Sunday, October 14, 2012

the strip of highway passing through the canyon

As he looked at the strip of highway passing through the canyon of the forest he recalled with a shock that evening a month before, when at the end of a day of holiday he had watched the pageant of life on the road beneath him, and longed for an ampler share in it than fell to the lot of a poor clerk of St George’s. He had got his wish. He remembered his bitter jealousy in the hot Oxford streets of a sounding world in which he had no part. He was in the way during the next few months of getting a full portion of that world. And he realised that he did not want it, that the fruit was ashes before he put his mouth to it.

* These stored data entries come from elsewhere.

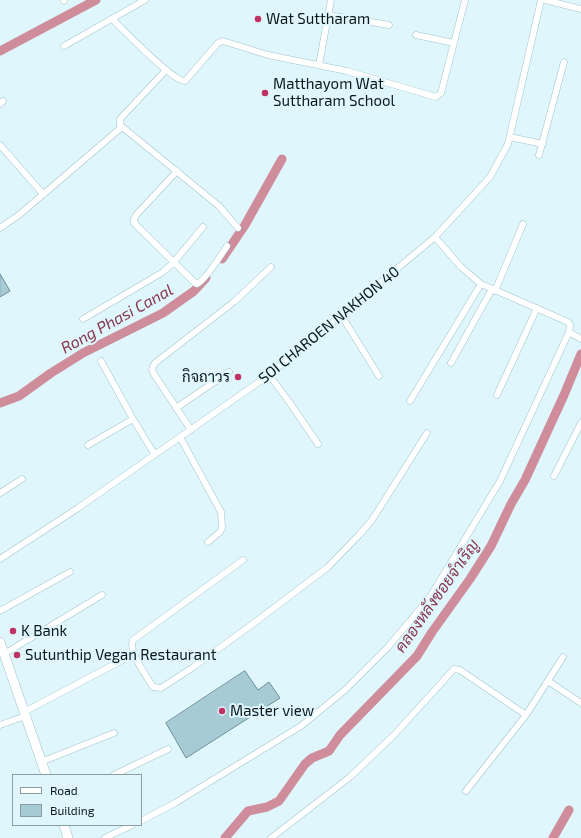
<!DOCTYPE html>
<meta charset="utf-8">
<style>
body{margin:0}
#map{position:relative;width:581px;height:838px;overflow:hidden;background:#dff6fc;font-family:"Exo 2",sans-serif}
canvas{display:block}
.legend{position:absolute;left:12px;top:774px;width:130px;height:52px;box-sizing:border-box;background:#dff6fc;border:1px solid #8a9ea2;margin:0;padding:5px 7px;list-style:none;font-size:12px;color:#0b191c}
.legend li{display:flex;align-items:center;gap:8px;height:20px}
.legend b{width:20px;border:1px solid #8a9ea2}
</style>
<div id="map">
<canvas width="581" height="838"></canvas>
<ul class="legend">
<li><b style="height:5px;background:#fff"></b>Road</li>
<li><b style="height:11px;background:#a6cbd5"></b>Building</li>
</ul>
</div>
<script>
const ctx = document.querySelector('canvas').getContext('2d');
ctx.lineJoin = 'round';
function stroke(path, color, width, dash) { ctx.strokeStyle = color; ctx.lineWidth = width; ctx.lineCap = dash ? 'butt' : 'round'; ctx.setLineDash(dash || []); ctx.stroke(path); }
function fillPath(path, color) { ctx.fillStyle = color; ctx.fill(path, 'evenodd'); }
function write(font, color, halo, rows, align = 'center') {
  ctx.font = font + ' "Exo 2",Sarabun,sans-serif'; ctx.lineWidth = 4; ctx.setLineDash([]); ctx.textBaseline = 'middle'; ctx.strokeStyle = halo; ctx.fillStyle = color; for (const [text, x, y, turn = 0] of rows) {
    ctx.save(); ctx.translate(x, y); ctx.rotate((+turn || 0) * Math.PI / 180); ctx.textAlign = isNaN(turn) ? turn : align; if (halo) ctx.strokeText(text, 0, 0); ctx.fillText(text, 0, 0); ctx.restore();
  }
}
stroke(new Path2D(`
 M 0,51 L 96,0
 M 222,259 L 245,225 L 282,159
 M 0,403 L 19,396 L 51,373 L 83,353 L 163,313 L 194,291 L 206,278
 M 225,838 L 248,811 L 267,807 L 279,801 L 305,764 L 312,758 L 329,751 L 340,735 L 417,656 L 432,632 L 470,579 L 491,546 L 511,504 L 525,480 L 564,395 L 581,354
 M 553,838 L 569,810`), '#cf8c9b', 9);
const building = new Path2D(`
 M 0,274 L 10,291 L 0,297 Z
 M 245,671 L 258,690 L 269,682 L 280,698 L 186,758 L 166,723 Z`);
fillPath(building, '#a6cbd5');
stroke(building, '#6c8f99', 1);
const minor = new Path2D(`
 M 64,0 L 64,1
 M 545,0 L 581,9
 M 329,15 L 389,25
 M 112,19 C 124,30 172,81 185,81 L 218,43 L 223,41 L 268,55 L 347,71 L 436,97 L 441,93 L 465,0
 M 416,35 L 454,43
 M 64,46 L 145,0
 M 319,65 L 331,0
 M 166,70 L 120,119 L 120,125 L 219,206 L 238,228
 M 0,104 L 3,101
 M 510,137 L 543,144
 M 0,145 L 43,194
 M 539,155 L 564,62
 M 177,171 L 137,214 L 134,219 L 134,223 L 195,283 L 197,284 C 206,280 221,255 227,246
 M 0,228 L 19,215 L 122,127
 M 435,237 L 461,267 L 481,284 L 568,322 L 570,325 L 569,332 L 581,339
 M 495,291 L 523,224
 M 341,315 L 379,376
 M 83,319 L 163,272 L 173,263 L 203,227
 M 101,361 L 133,419 L 155,455
 M 451,363 L 492,289
 M 269,375 L 290,403 L 318,444
 M 497,395 L 537,308
 M 410,401 L 481,284
 M 176,408 L 229,372
 M 191,430 L 154,374 C 151,370 152,368 155,363 L 235,301 L 271,267
 M 180,437 L 221,512 L 222,528 L 220,532 L 208,542
 M 88,445 L 133,419
 M 554,476 L 581,423
 M 0,493 L 22,479
 M 0,559 L 78,508 L 269,375 L 435,237 L 490,177 L 508,144 L 541,0
 M 243,560 L 133,640 C 128,652 146,675 153,687 L 161,688 L 192,668 L 254,623 L 328,567 L 359,535 L 372,520 L 427,433
 M 0,611 L 70,572
 M 4,654 L 102,595
 M 548,681 L 581,703
 M 24,712 L 134,654
 M 0,725 L 26,716
 M 41,762 L 114,733
 M 114,775 L 168,749
 M 466,791 L 526,715 L 563,657
 M 141,821 L 175,803 L 301,726 L 345,690 L 388,647 L 430,597 L 500,481 L 569,332
 M 105,838 L 132,825
 M 271,838 L 350,777 L 394,735 L 454,669 L 460,670 L 526,715`);
const secondary = new Path2D(`
 M 0,642 L 46,775
 M 64,825 L 68,838`);
stroke(minor, '#9fc3cd', 7);
stroke(secondary, '#9fc3cd', 10);
stroke(minor, '#fff', 6);
stroke(secondary, '#fff', 9);
for (const [x, y, r, color] of [
 [258,19,4,"#c03262"],
 [265,93,4,"#c03262"],
 [238,377,4,"#c03262"],
 [13,631,4,"#c03262"],
 [17,655,4,"#c03262"],
 [222,711,4,"#c03262"]
]) { const dot = new Path2D(); dot.arc(x, y, r, 0, 2 * Math.PI); ctx.fillStyle = color; ctx.fill(dot); stroke(dot, '#dff6fc', 1.5); }
write('15px', '#0b191c', '#dff6fc', [
 ["Wat Suttharam",266,19],
 ["Matthayom Wat",273,84],
 ["Suttharam School",273,101],
 ["กิจถาวร",230,377,"right"],
 ["K Bank",21,631],
 ["Sutunthip Vegan Restaurant",25,655],
 ["Master view",230,711]
], 'left');
write('15px', '#0b191c', '#dff6fc', [
 ["SOI CHAROEN NAKHON 40",329,325,-39]
]);
write('italic 16px', '#89374e', '#dff6fc', [
 ["Rong Phasi Canal",117,319,-29],
 ["คลองหลังซอยจำเริญ",437,596,-55]
]);
</script>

Peter tried to be honest with himself. One thing he had gained that could never be taken from him. He was not born of nameless peasants, but of the proudest stock in England. He had in his veins the blood of kings. That was the thought which he hugged to his breast to cheer his despondency.... But now he knew that he wanted that knowledge, and nothing more. He did not desire to live in palaces or lead armies. He wanted, with that certainty of his birth to warm his heart, to go back to his old bookish life, or to sink deep among countryfolk into the primordial country peace. He had thought himself ambitious, but he had been wrong. His early life had spoiled him for that bustling fever which takes men to high places. He did not like the dust of the arena, and he did not value the laurels.
The opposite slope of the hill towards Elsfield was golden in the afternoon sunlight, and mottled with the shadows of a few summer clouds. He saw the brackeny meadow, and above it the little coppice which hid the Painted Floor. He had a sudden longing to go there. It was his own sanctuary, hallowed with his innermost dreams. It represented a world of grace and simplicity ?ons removed from the turbid present.... But he did not dare. He must go through with the course to which he was predestined. He had got what he had hungered for, but he felt like a wild thing in a trap. Yet he was Buckingham’s son, and there could be no turning back.
A magpie flew down the hollow, but he had turned his head to the hill and did not notice it.
There was a hunt that day in Stowood. At dawn the slowhounds had been out to start the deer and the greyhounds had been unleashed before noon. They had begun by running a knobber in the Shabbington coverts, but in the afternoon the sport had been better, for they had found a stag of ten in the oak wood by Stanton and had hunted him through the jungle of the Wick and the Elsfield dingles, and killed in the hollow east of Beckley. As Peter made his way back to the verderer’s lodge he had heard the mort sounded a mile off.
He hastened, for he wished to be indoors before he was seen by any straggling hunter. Such had been Sir Ralph’s precise injunction; when the hunt was out he must bide indoors or in cover. But this time he was too late. He heard cries and laughter on all sides; a knot of hunt servants, whom they called Ragged Robins, crossed the road ahead of him at a canter. Worse, he saw two of the hunters coming towards him, whom he could not choose but pass. One was a woman on a black jennet, the other a young man on a great grey gelding. The first wore a riding dress all of white, with a velvet three-cornered cap, and a rich waistcoat of green velvet, the other had the common green habit of the woods, and was not to be distinguished from a yeoman save by the plume and the jewel in his flat cap.